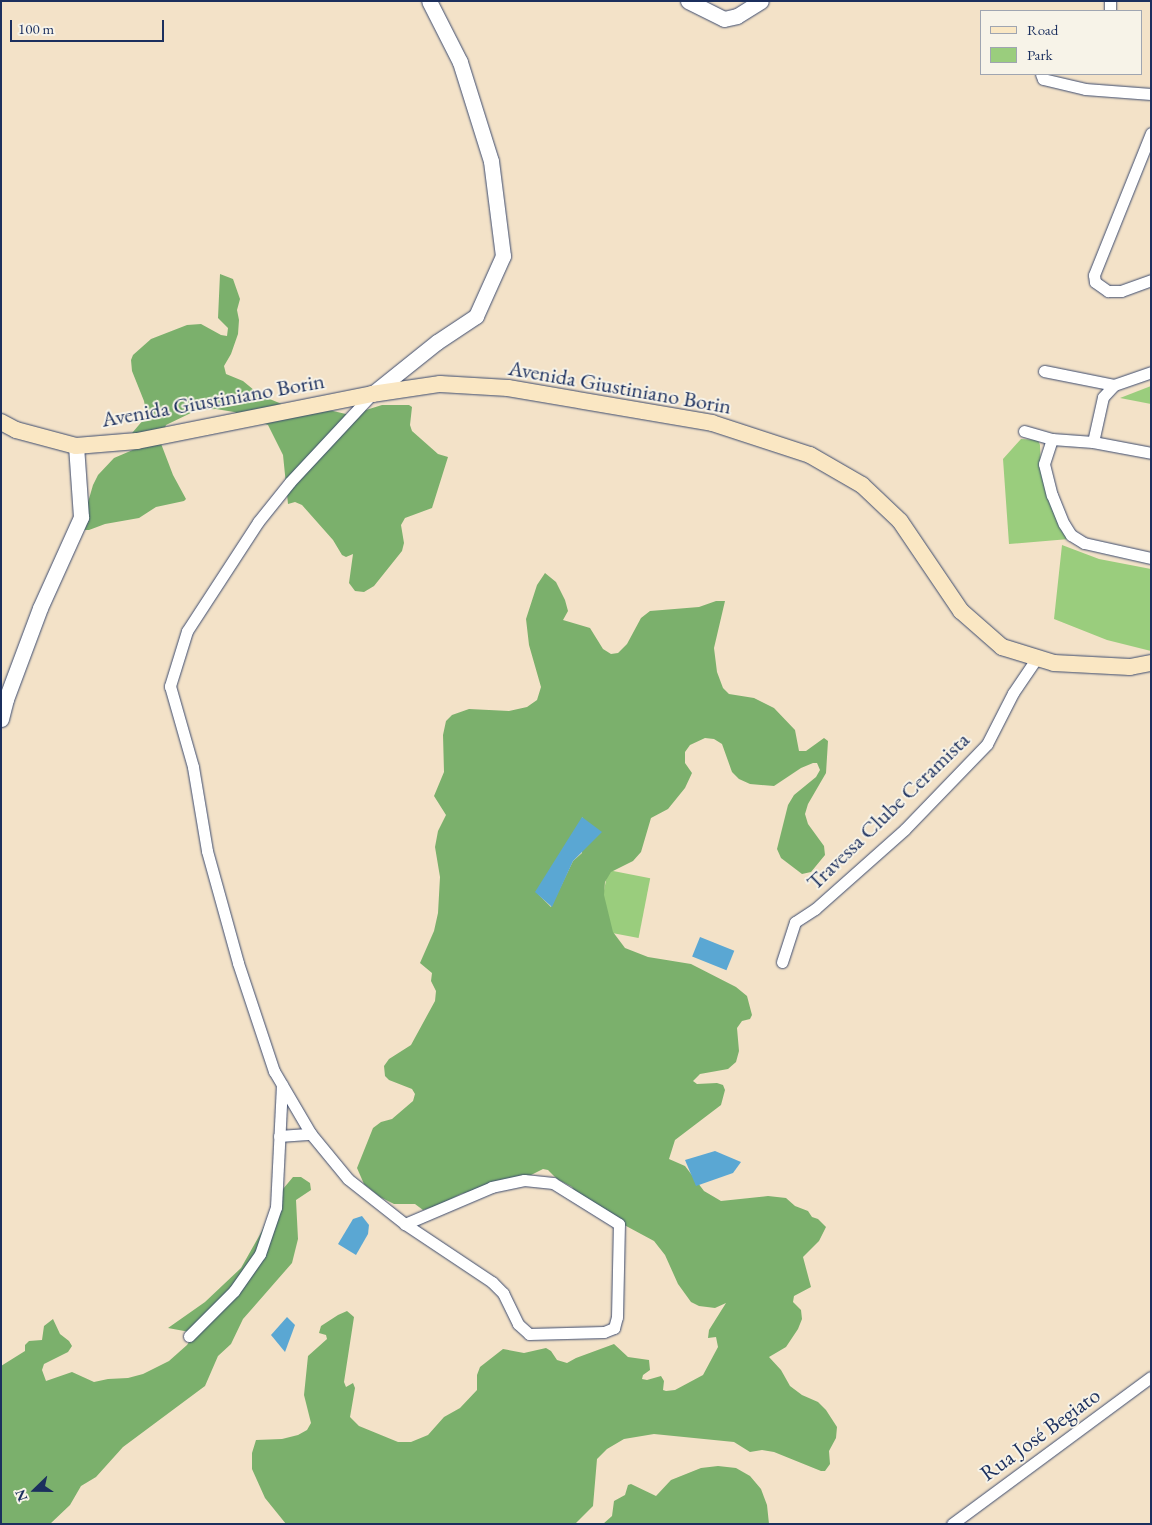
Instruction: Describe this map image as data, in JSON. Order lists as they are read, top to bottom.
{
  "streets": {
    "main road": ["Avenida Giustiniano Borin"],
    "street": ["Travessa Clube Ceramista", "Rua José Begiato"]
  },
  "crossings": [
    ["Avenida Giustiniano Borin", "Travessa Clube Ceramista"]
  ],
  "legend": ["Road", "Park"],
  "scale_bar": "100 m",
  "north": "left"
}
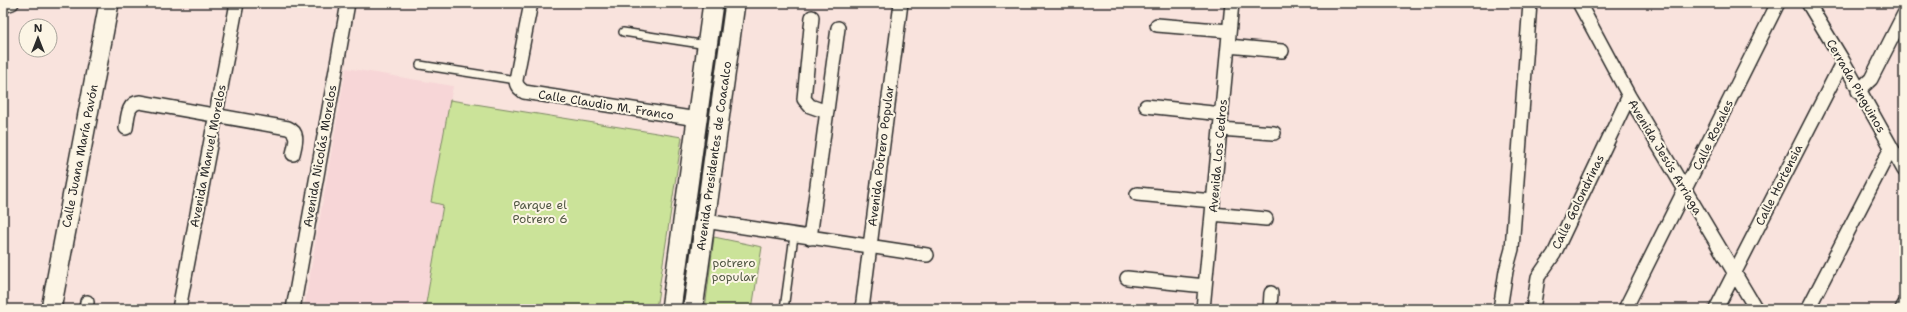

*Task objective:* Repeat every entry above exactly as written and omit any pictures it holds.

*Answer space:*
Instruction: Describe this map image as data, in JSON. Order lists as they are read, top to bottom.
{
  "streets": {
    "main road": ["Avenida Giustiniano Borin"],
    "street": ["Travessa Clube Ceramista", "Rua José Begiato"]
  },
  "crossings": [
    ["Avenida Giustiniano Borin", "Travessa Clube Ceramista"]
  ],
  "legend": ["Road", "Park"],
  "scale_bar": "100 m",
  "north": "left"
}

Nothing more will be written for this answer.